At the mention of his daughter, gloomy face of Vitor Kors lit up with some kind of inner light.
“You really love her,” remarked Ron Arwa.
“Her features… such lovely features, they remind me of…” Kors turned his gaze to the portrait on his desk, and with tenderness touched his fingers on the gilded frame. From the portrait, a fair-haired girl smiled at him serene.
“How much time has passed, Vitor…”
“It will be twenty-five years in the summer. Twenty-five years since I lost Iness,” Kors jerked his hand away, as if reluctantly returning himself to reality, again looked gloomily and tiredly at Wolf. He cringed under his heavy gaze, nearly choked on a sip of coffee. And playing it safe, he set the cup on the table.
“Clive Gabriel came to me yesterday,” Vitor Kors leaned back in his chair and lit a cigarette, “he asked for Karina's hand.”
“So… I can congratulate you?!”
“No. Not this way. Let her decide, I will not intervene.”

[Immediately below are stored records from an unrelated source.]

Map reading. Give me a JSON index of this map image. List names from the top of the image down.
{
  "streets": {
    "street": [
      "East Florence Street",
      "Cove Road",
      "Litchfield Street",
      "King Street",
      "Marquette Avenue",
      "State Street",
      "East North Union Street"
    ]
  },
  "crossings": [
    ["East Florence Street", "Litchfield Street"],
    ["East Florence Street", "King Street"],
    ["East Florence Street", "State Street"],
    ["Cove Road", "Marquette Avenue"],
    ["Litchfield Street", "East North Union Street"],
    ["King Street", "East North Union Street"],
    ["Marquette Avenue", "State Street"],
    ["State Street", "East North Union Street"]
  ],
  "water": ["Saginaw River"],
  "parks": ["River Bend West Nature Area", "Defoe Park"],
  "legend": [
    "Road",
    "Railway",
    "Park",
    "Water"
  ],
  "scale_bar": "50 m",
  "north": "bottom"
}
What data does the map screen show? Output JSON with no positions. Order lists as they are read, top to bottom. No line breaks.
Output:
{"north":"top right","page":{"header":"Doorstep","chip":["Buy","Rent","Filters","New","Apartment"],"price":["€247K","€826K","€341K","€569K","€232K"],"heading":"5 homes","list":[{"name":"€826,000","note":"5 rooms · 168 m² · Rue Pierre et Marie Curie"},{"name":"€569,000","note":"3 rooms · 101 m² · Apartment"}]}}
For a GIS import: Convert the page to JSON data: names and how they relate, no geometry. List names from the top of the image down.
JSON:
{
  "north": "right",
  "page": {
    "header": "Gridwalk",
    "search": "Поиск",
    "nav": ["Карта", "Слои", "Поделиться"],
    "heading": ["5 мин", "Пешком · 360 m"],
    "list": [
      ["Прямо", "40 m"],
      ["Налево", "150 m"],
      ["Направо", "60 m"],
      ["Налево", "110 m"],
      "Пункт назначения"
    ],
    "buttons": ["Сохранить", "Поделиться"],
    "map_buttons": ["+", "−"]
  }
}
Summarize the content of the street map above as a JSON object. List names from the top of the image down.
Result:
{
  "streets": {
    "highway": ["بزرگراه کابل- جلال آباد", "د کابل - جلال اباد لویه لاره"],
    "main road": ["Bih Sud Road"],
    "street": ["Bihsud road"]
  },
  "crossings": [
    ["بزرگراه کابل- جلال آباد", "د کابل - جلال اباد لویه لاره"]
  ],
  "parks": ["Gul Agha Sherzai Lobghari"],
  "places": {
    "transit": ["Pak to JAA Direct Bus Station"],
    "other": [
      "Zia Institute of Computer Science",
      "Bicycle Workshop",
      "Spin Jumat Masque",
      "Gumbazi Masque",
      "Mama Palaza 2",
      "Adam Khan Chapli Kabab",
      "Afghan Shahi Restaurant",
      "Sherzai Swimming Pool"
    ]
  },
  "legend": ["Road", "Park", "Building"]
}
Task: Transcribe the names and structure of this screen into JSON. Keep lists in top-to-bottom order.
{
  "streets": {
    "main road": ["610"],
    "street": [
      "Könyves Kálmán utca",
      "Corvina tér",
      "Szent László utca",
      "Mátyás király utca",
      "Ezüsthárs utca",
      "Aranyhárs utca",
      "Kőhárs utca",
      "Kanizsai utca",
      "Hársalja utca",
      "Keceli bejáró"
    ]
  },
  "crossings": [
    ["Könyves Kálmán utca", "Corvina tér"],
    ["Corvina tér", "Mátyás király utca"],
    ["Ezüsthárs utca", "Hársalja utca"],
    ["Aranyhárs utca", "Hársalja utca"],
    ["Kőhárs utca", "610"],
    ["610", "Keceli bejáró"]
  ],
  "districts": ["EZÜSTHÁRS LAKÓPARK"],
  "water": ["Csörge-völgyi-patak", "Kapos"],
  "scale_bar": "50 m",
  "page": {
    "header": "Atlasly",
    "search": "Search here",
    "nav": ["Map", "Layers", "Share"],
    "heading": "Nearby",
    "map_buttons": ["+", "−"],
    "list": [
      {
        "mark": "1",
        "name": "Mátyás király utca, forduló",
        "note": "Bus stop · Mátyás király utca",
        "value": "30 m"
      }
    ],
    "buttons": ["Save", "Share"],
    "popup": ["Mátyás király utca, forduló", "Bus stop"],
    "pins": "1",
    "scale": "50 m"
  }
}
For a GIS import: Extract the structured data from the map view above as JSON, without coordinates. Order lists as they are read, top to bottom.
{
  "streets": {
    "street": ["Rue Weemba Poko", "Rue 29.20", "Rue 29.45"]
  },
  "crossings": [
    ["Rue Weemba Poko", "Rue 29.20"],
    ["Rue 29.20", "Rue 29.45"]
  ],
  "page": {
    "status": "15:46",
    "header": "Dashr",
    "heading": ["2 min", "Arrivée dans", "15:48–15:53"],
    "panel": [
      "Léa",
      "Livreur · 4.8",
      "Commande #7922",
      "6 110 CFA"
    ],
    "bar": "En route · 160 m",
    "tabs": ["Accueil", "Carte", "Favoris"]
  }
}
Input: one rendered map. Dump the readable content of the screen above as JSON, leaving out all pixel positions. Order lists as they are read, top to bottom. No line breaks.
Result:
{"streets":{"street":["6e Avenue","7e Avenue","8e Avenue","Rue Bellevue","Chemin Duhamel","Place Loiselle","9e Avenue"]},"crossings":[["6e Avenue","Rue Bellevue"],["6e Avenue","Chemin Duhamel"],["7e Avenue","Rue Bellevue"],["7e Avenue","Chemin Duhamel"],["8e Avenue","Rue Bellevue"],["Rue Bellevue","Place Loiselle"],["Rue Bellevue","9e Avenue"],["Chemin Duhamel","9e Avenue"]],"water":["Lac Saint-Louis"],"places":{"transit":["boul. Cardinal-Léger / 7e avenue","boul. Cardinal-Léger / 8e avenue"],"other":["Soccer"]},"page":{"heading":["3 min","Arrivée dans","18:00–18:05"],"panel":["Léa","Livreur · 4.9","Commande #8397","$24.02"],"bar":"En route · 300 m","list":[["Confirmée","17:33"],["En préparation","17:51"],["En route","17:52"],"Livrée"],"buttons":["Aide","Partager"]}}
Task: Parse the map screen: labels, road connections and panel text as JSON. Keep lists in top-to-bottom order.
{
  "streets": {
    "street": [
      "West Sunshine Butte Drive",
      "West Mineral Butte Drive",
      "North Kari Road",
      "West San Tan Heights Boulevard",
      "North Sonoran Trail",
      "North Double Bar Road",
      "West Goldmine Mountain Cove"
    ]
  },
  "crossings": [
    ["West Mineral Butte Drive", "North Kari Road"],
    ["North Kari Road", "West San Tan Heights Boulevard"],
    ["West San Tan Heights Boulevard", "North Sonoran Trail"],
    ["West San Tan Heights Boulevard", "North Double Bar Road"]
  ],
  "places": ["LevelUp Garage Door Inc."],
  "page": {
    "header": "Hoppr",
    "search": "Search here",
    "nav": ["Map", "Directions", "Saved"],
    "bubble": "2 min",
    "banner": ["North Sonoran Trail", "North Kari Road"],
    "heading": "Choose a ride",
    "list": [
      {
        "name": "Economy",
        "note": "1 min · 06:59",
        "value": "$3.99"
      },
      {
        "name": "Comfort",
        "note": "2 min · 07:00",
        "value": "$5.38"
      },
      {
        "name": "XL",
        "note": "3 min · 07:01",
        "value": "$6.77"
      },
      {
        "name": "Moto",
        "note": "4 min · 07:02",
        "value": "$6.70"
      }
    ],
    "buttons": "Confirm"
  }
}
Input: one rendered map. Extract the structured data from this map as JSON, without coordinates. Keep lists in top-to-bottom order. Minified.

“And… do you think she will refuse him?”
Kors shrugged.
“I see, does this not upset you too much?” Ron Arwa remarked.
“I was only upset if she chose Prince Arel or one of his people. That would really upset me. Everything else islittle things.”
“Well, that’s unlikely,” Wolf thought for a second, remembering. “You should have seen his eyes…” he laughed briefly, apparently imagining Arel’s face again. “These are his painted eyes, and they have such a surprise in them: “What? No!” Ron tried to copy Arel’s expression and voice. “Damn, it was so funny!”
“He was surprised? For six months they sent summons and orders to return Nikto, and he was surprised?!”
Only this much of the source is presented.